-- RECORD EXTRACTS follows --

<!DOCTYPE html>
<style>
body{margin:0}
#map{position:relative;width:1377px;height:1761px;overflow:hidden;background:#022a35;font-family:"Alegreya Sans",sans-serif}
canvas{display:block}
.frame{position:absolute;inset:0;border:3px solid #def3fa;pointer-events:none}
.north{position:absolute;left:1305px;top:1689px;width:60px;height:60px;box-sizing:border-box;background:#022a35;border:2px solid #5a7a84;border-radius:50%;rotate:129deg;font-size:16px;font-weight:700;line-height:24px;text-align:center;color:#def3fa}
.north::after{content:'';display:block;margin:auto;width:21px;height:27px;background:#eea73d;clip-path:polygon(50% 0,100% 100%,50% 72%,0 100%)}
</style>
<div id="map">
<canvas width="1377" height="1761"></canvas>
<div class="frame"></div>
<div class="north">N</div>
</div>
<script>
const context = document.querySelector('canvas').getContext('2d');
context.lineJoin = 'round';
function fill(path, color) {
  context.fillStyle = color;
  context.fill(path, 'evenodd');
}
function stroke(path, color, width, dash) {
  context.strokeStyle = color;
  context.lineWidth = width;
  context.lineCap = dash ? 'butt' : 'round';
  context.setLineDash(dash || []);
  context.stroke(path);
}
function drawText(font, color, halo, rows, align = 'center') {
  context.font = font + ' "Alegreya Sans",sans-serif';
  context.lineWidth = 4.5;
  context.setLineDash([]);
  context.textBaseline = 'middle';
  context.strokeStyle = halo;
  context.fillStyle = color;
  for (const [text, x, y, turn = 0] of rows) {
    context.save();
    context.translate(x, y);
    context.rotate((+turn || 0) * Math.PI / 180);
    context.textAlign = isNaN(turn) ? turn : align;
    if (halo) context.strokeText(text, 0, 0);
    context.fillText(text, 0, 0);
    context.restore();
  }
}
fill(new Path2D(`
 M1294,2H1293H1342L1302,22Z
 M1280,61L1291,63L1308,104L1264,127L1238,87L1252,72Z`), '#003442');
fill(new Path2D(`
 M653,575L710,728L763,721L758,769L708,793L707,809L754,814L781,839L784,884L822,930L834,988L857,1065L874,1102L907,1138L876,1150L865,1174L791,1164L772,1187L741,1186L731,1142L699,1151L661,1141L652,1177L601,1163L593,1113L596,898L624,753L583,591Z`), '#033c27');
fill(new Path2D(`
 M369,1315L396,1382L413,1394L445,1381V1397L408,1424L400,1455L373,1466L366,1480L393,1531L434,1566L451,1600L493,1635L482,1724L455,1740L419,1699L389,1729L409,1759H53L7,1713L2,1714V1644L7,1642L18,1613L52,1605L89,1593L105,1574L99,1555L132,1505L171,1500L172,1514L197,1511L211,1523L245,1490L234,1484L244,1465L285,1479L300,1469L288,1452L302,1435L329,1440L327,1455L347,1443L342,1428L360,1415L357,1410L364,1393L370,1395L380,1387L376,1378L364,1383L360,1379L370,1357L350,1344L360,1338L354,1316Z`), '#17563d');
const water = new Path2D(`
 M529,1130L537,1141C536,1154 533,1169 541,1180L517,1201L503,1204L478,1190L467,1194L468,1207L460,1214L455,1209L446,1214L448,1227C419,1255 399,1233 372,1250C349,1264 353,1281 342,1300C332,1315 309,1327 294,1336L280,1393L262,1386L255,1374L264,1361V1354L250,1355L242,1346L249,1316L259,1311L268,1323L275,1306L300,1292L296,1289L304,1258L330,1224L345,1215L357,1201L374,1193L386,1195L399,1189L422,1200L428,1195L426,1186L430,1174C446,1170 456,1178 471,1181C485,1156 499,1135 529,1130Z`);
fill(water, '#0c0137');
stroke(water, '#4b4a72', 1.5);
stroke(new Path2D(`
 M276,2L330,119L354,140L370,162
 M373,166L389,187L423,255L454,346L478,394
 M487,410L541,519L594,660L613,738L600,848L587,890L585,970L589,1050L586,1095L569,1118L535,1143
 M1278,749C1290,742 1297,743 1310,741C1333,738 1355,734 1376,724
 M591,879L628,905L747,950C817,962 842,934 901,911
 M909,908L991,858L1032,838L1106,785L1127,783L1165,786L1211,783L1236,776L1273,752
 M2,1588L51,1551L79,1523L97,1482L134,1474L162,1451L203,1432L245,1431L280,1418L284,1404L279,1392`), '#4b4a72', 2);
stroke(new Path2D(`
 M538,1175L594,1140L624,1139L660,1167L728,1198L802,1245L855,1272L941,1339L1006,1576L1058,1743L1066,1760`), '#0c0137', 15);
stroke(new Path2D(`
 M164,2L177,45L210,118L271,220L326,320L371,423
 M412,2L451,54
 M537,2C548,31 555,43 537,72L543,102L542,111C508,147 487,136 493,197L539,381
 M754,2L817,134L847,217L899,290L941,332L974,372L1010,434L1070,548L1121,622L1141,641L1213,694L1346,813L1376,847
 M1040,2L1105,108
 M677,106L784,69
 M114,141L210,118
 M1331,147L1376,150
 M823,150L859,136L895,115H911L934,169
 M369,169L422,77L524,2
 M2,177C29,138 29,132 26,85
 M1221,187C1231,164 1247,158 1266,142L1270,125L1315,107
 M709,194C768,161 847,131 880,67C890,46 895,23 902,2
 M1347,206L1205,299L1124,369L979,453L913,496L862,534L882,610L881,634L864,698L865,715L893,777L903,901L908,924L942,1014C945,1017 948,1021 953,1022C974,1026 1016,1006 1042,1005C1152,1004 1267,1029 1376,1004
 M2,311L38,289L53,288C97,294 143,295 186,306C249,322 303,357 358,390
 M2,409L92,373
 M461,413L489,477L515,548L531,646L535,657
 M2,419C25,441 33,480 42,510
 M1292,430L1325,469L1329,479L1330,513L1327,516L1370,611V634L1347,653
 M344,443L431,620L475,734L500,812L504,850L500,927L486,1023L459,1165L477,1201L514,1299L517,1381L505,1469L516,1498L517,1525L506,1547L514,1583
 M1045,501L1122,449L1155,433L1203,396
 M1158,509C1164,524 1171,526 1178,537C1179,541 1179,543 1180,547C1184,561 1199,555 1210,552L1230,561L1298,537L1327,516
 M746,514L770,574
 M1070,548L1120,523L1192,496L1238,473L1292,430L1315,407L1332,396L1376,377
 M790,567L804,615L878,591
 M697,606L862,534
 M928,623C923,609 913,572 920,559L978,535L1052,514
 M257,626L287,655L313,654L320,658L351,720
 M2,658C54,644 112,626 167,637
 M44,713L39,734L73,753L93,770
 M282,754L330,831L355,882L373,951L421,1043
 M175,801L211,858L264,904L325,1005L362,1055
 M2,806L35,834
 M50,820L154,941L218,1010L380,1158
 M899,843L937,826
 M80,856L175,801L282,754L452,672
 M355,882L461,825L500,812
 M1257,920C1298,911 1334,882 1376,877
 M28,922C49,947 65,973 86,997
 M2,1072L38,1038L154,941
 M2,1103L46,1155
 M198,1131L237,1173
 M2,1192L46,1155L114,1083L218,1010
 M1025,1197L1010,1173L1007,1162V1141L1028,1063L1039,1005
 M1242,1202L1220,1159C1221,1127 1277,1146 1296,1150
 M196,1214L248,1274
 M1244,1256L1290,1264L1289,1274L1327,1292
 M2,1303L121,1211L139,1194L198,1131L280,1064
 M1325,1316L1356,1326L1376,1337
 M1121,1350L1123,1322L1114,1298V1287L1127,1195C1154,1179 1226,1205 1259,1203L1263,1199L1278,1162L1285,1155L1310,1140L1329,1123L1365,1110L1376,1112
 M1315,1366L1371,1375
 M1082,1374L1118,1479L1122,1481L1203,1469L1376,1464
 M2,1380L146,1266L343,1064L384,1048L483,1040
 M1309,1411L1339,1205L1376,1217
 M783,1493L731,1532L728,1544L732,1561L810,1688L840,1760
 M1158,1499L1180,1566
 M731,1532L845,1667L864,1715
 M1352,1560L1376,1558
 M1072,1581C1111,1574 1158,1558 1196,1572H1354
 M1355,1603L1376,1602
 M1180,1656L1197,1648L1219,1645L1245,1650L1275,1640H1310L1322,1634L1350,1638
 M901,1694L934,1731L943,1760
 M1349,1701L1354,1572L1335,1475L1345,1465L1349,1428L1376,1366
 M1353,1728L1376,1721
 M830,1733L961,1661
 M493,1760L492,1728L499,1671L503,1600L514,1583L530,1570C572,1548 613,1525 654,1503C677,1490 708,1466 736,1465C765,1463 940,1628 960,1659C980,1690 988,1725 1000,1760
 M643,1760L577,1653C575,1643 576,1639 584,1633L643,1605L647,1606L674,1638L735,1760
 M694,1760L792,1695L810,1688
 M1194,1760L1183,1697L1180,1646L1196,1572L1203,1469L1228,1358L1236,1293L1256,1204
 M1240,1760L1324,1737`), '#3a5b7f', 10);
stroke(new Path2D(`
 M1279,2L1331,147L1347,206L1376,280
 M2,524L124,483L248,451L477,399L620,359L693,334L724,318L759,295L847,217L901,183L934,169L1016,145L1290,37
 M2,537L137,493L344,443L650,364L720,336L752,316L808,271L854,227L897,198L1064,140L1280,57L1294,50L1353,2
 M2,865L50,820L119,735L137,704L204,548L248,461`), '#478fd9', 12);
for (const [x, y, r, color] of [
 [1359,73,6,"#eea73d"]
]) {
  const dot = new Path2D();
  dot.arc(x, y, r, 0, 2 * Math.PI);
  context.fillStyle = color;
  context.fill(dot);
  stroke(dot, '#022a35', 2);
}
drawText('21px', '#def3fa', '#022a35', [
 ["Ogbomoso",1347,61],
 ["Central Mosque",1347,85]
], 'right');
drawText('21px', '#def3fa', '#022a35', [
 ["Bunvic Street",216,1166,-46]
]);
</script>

-- RECORD EXTRACTS concluded --

Give only the number of lines in the data that hold the word "setLineDash".

EXERCISE RESPONSE ▸
2